Task material -
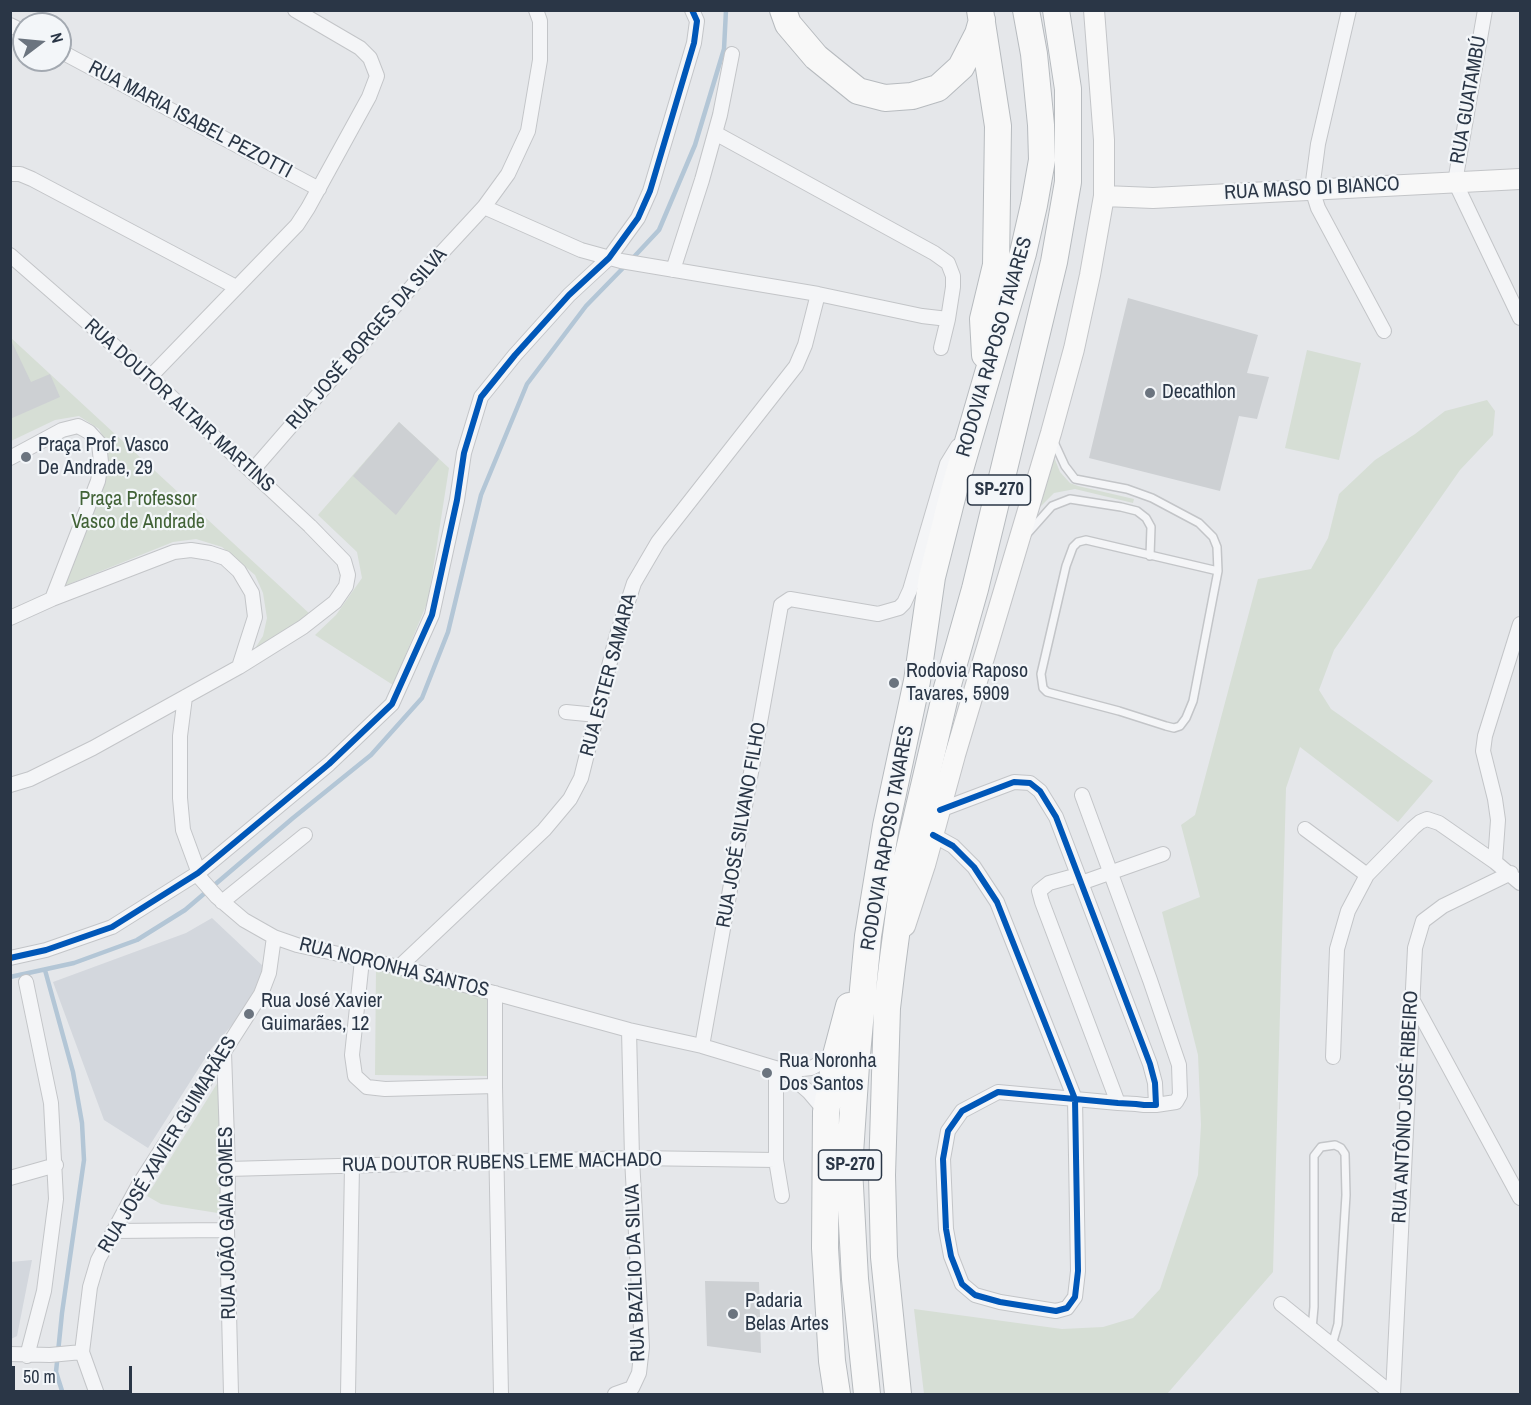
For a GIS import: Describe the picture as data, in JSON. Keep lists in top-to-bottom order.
{
  "streets": {
    "highway": ["RODOVIA RAPOSO TAVARES", "SP-270"],
    "main road": ["RUA MASO DI BIANCO"],
    "street": [
      "RUA GUATAMBÚ",
      "RUA MARIA ISABEL PEZOTTI",
      "RUA JOSÉ BORGES DA SILVA",
      "RUA DOUTOR ALTAIR MARTINS",
      "RUA ESTER SAMARA",
      "RUA JOSÉ SILVANO FILHO",
      "RUA NORONHA SANTOS",
      "RUA ANTÔNIO JOSÉ RIBEIRO",
      "RUA JOSÉ XAVIER GUIMARÃES",
      "RUA DOUTOR RUBENS LEME MACHADO",
      "RUA JOÃO GAIA GOMES",
      "RUA BAZÍLIO DA SILVA"
    ]
  },
  "crossings": [
    ["RUA GUATAMBÚ", "RUA MASO DI BIANCO"],
    ["RUA JOSÉ BORGES DA SILVA", "RUA DOUTOR ALTAIR MARTINS"],
    ["RODOVIA RAPOSO TAVARES", "RUA JOSÉ SILVANO FILHO"],
    ["RUA ESTER SAMARA", "RUA NORONHA SANTOS"],
    ["RUA JOSÉ SILVANO FILHO", "RUA NORONHA SANTOS"],
    ["RUA NORONHA SANTOS", "RUA JOSÉ XAVIER GUIMARÃES"],
    ["RUA NORONHA SANTOS", "RUA BAZÍLIO DA SILVA"],
    ["RUA JOSÉ XAVIER GUIMARÃES", "RUA JOÃO GAIA GOMES"],
    ["RUA DOUTOR RUBENS LEME MACHADO", "RUA JOÃO GAIA GOMES"],
    ["RUA DOUTOR RUBENS LEME MACHADO", "RUA BAZÍLIO DA SILVA"]
  ],
  "parks": ["Praça Professor Vasco de Andrade"],
  "places": [
    "Decathlon",
    "Praça Prof. Vasco De Andrade, 29",
    "Rodovia Raposo Tavares, 5909",
    "Rua José Xavier Guimarães, 12",
    "Rua Noronha Dos Santos",
    "Padaria Belas Artes"
  ],
  "scale_bar": "50 m",
  "north": "right"
}
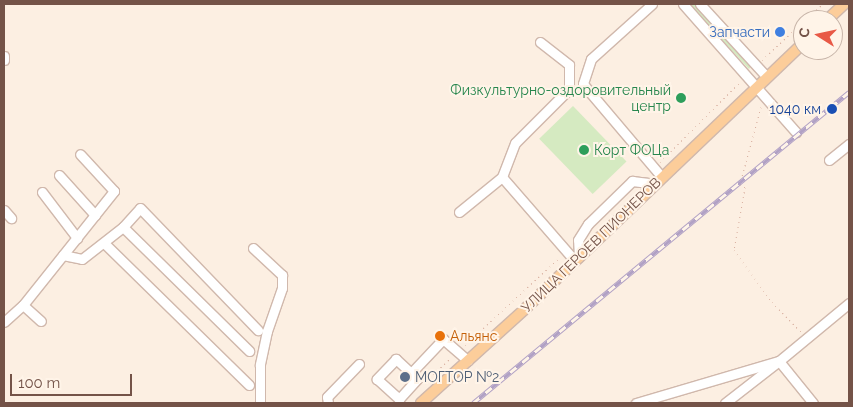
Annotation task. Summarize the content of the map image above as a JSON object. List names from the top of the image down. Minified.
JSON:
{"streets":{"main road":["УЛИЦА ГЕРОЕВ ПИОНЕРОВ"]},"places":["Запчасти","Физкультурно-оздоровительный центр","1040 км","Корт ФОЦа","Альянс","МОГТОР №2"],"scale_bar":"100 m","north":"left"}
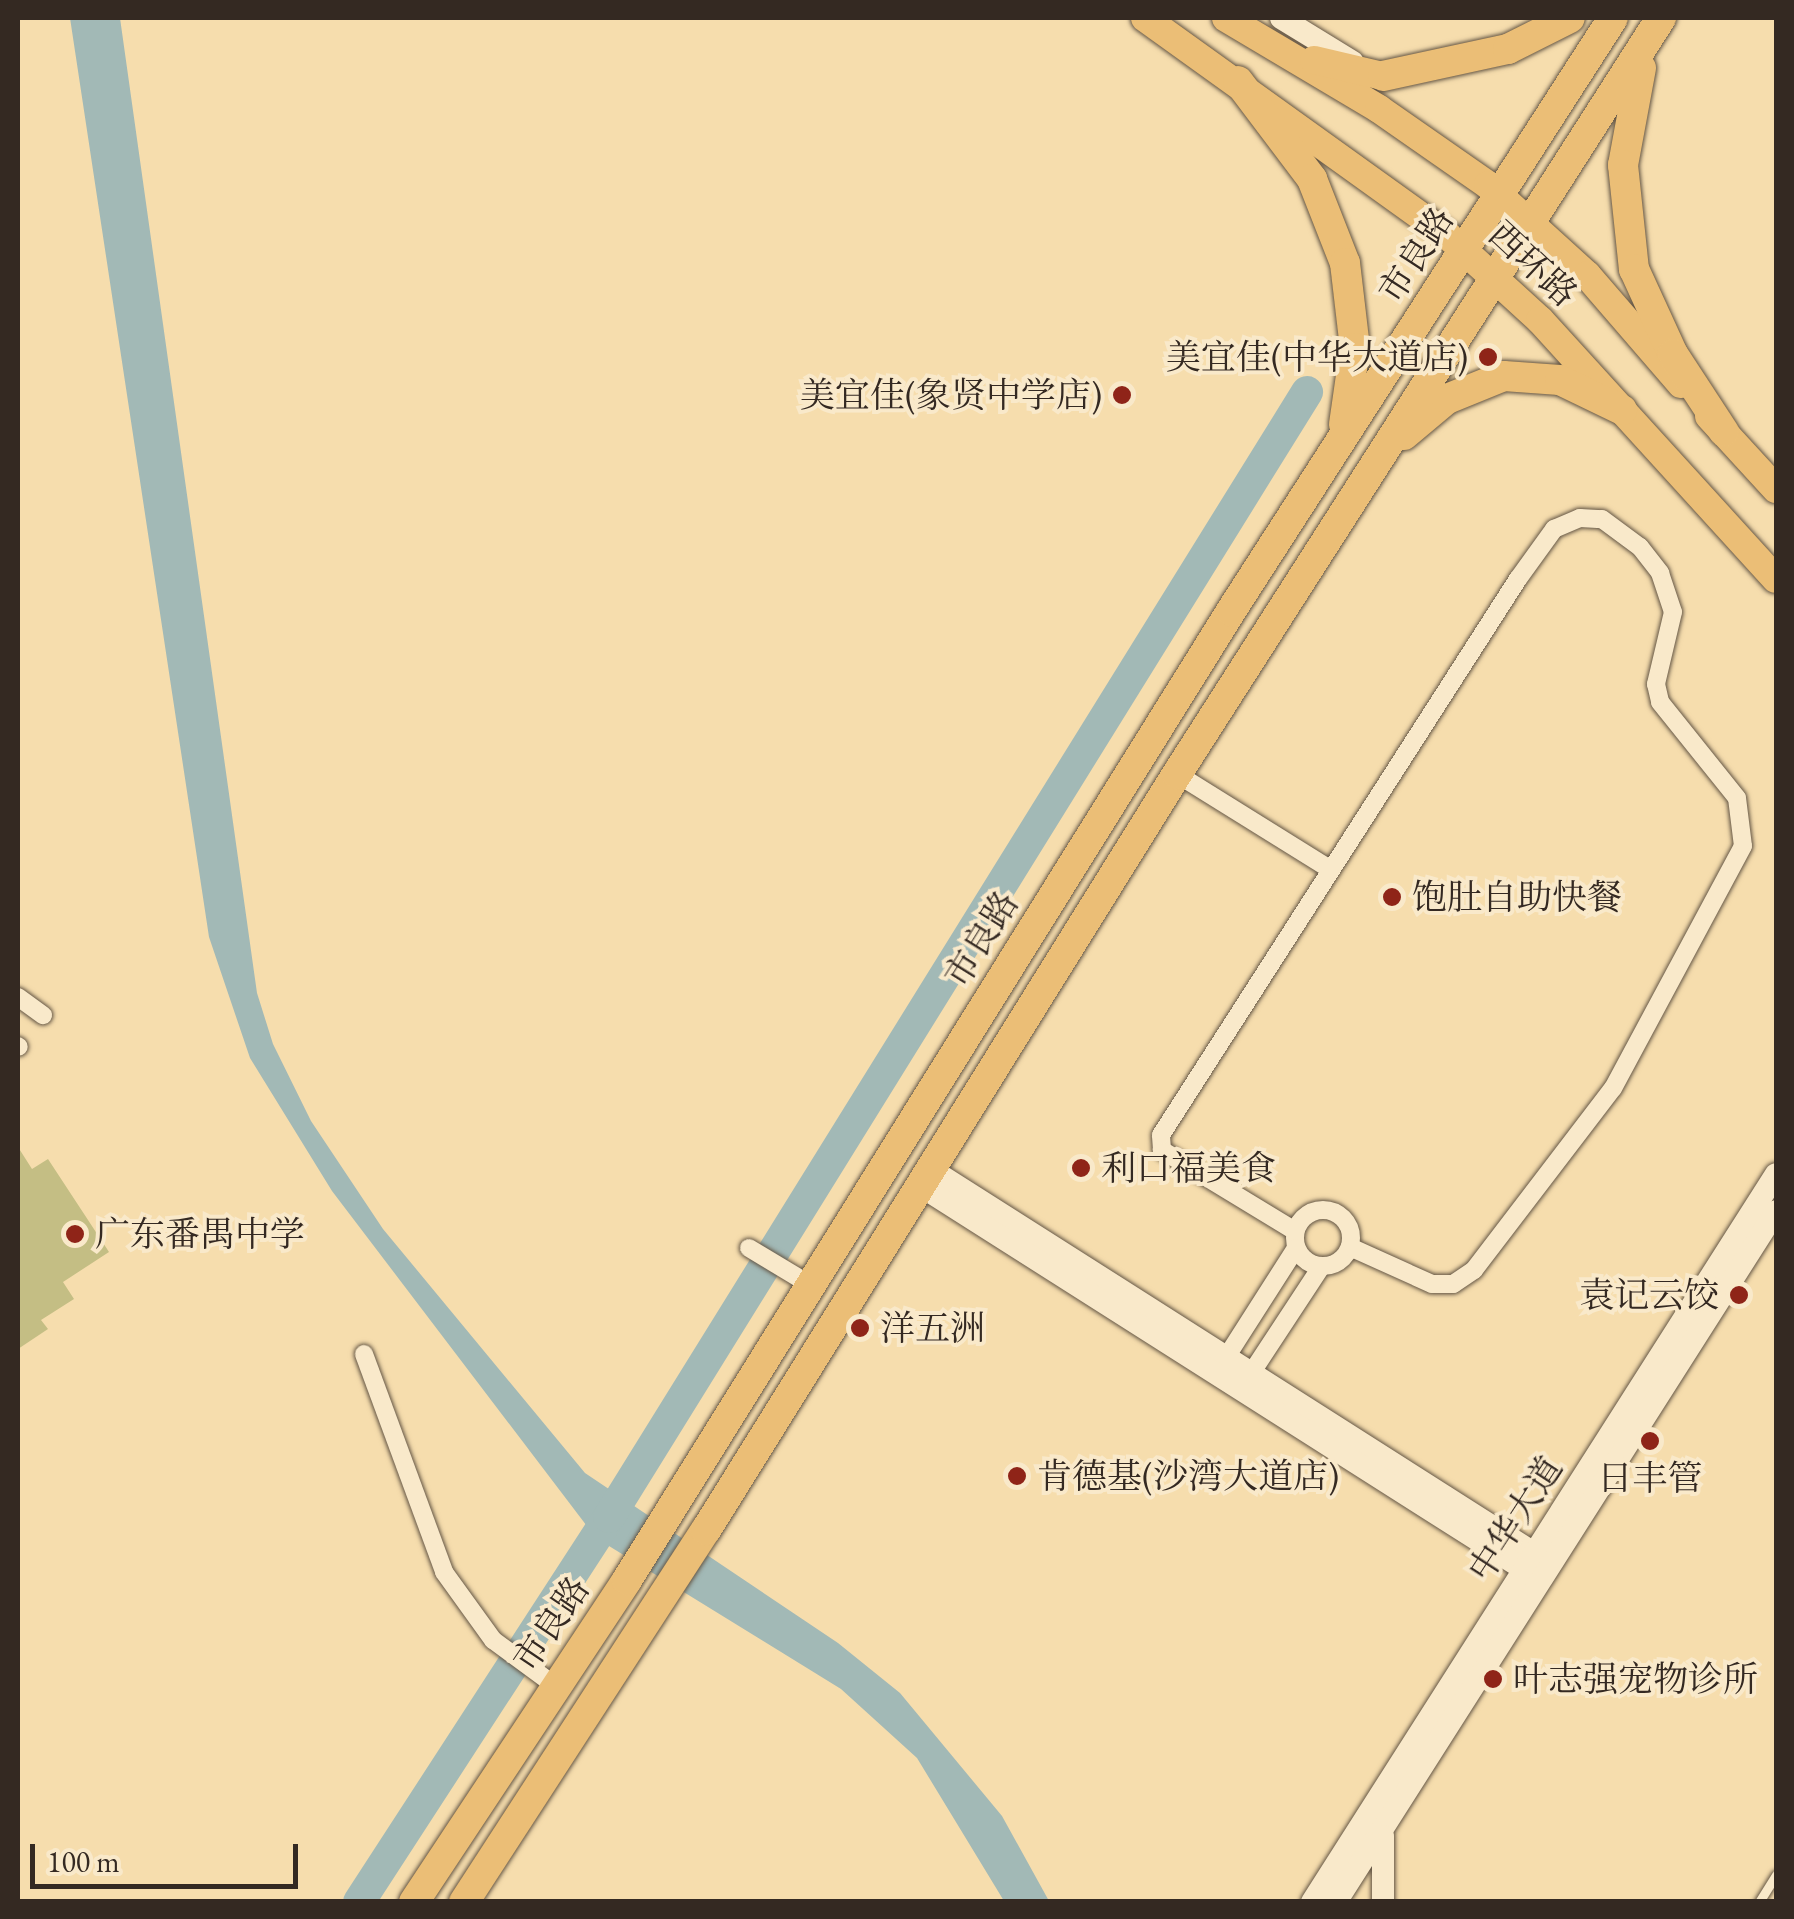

Instructions to follow - An exact, image-free transcription of all the records above is needed.

Result below -
For a GIS import: Describe the picture as data, in JSON. Keep lists in top-to-bottom order.
{
  "streets": {
    "highway": ["RODOVIA RAPOSO TAVARES", "SP-270"],
    "main road": ["RUA MASO DI BIANCO"],
    "street": [
      "RUA GUATAMBÚ",
      "RUA MARIA ISABEL PEZOTTI",
      "RUA JOSÉ BORGES DA SILVA",
      "RUA DOUTOR ALTAIR MARTINS",
      "RUA ESTER SAMARA",
      "RUA JOSÉ SILVANO FILHO",
      "RUA NORONHA SANTOS",
      "RUA ANTÔNIO JOSÉ RIBEIRO",
      "RUA JOSÉ XAVIER GUIMARÃES",
      "RUA DOUTOR RUBENS LEME MACHADO",
      "RUA JOÃO GAIA GOMES",
      "RUA BAZÍLIO DA SILVA"
    ]
  },
  "crossings": [
    ["RUA GUATAMBÚ", "RUA MASO DI BIANCO"],
    ["RUA JOSÉ BORGES DA SILVA", "RUA DOUTOR ALTAIR MARTINS"],
    ["RODOVIA RAPOSO TAVARES", "RUA JOSÉ SILVANO FILHO"],
    ["RUA ESTER SAMARA", "RUA NORONHA SANTOS"],
    ["RUA JOSÉ SILVANO FILHO", "RUA NORONHA SANTOS"],
    ["RUA NORONHA SANTOS", "RUA JOSÉ XAVIER GUIMARÃES"],
    ["RUA NORONHA SANTOS", "RUA BAZÍLIO DA SILVA"],
    ["RUA JOSÉ XAVIER GUIMARÃES", "RUA JOÃO GAIA GOMES"],
    ["RUA DOUTOR RUBENS LEME MACHADO", "RUA JOÃO GAIA GOMES"],
    ["RUA DOUTOR RUBENS LEME MACHADO", "RUA BAZÍLIO DA SILVA"]
  ],
  "parks": ["Praça Professor Vasco de Andrade"],
  "places": [
    "Decathlon",
    "Praça Prof. Vasco De Andrade, 29",
    "Rodovia Raposo Tavares, 5909",
    "Rua José Xavier Guimarães, 12",
    "Rua Noronha Dos Santos",
    "Padaria Belas Artes"
  ],
  "scale_bar": "50 m",
  "north": "right"
}
Annotation task. Summarize the content of the map image above as a JSON object. List names from the top of the image down. Minified.
JSON:
{"streets":{"main road":["УЛИЦА ГЕРОЕВ ПИОНЕРОВ"]},"places":["Запчасти","Физкультурно-оздоровительный центр","1040 км","Корт ФОЦа","Альянс","МОГТОР №2"],"scale_bar":"100 m","north":"left"}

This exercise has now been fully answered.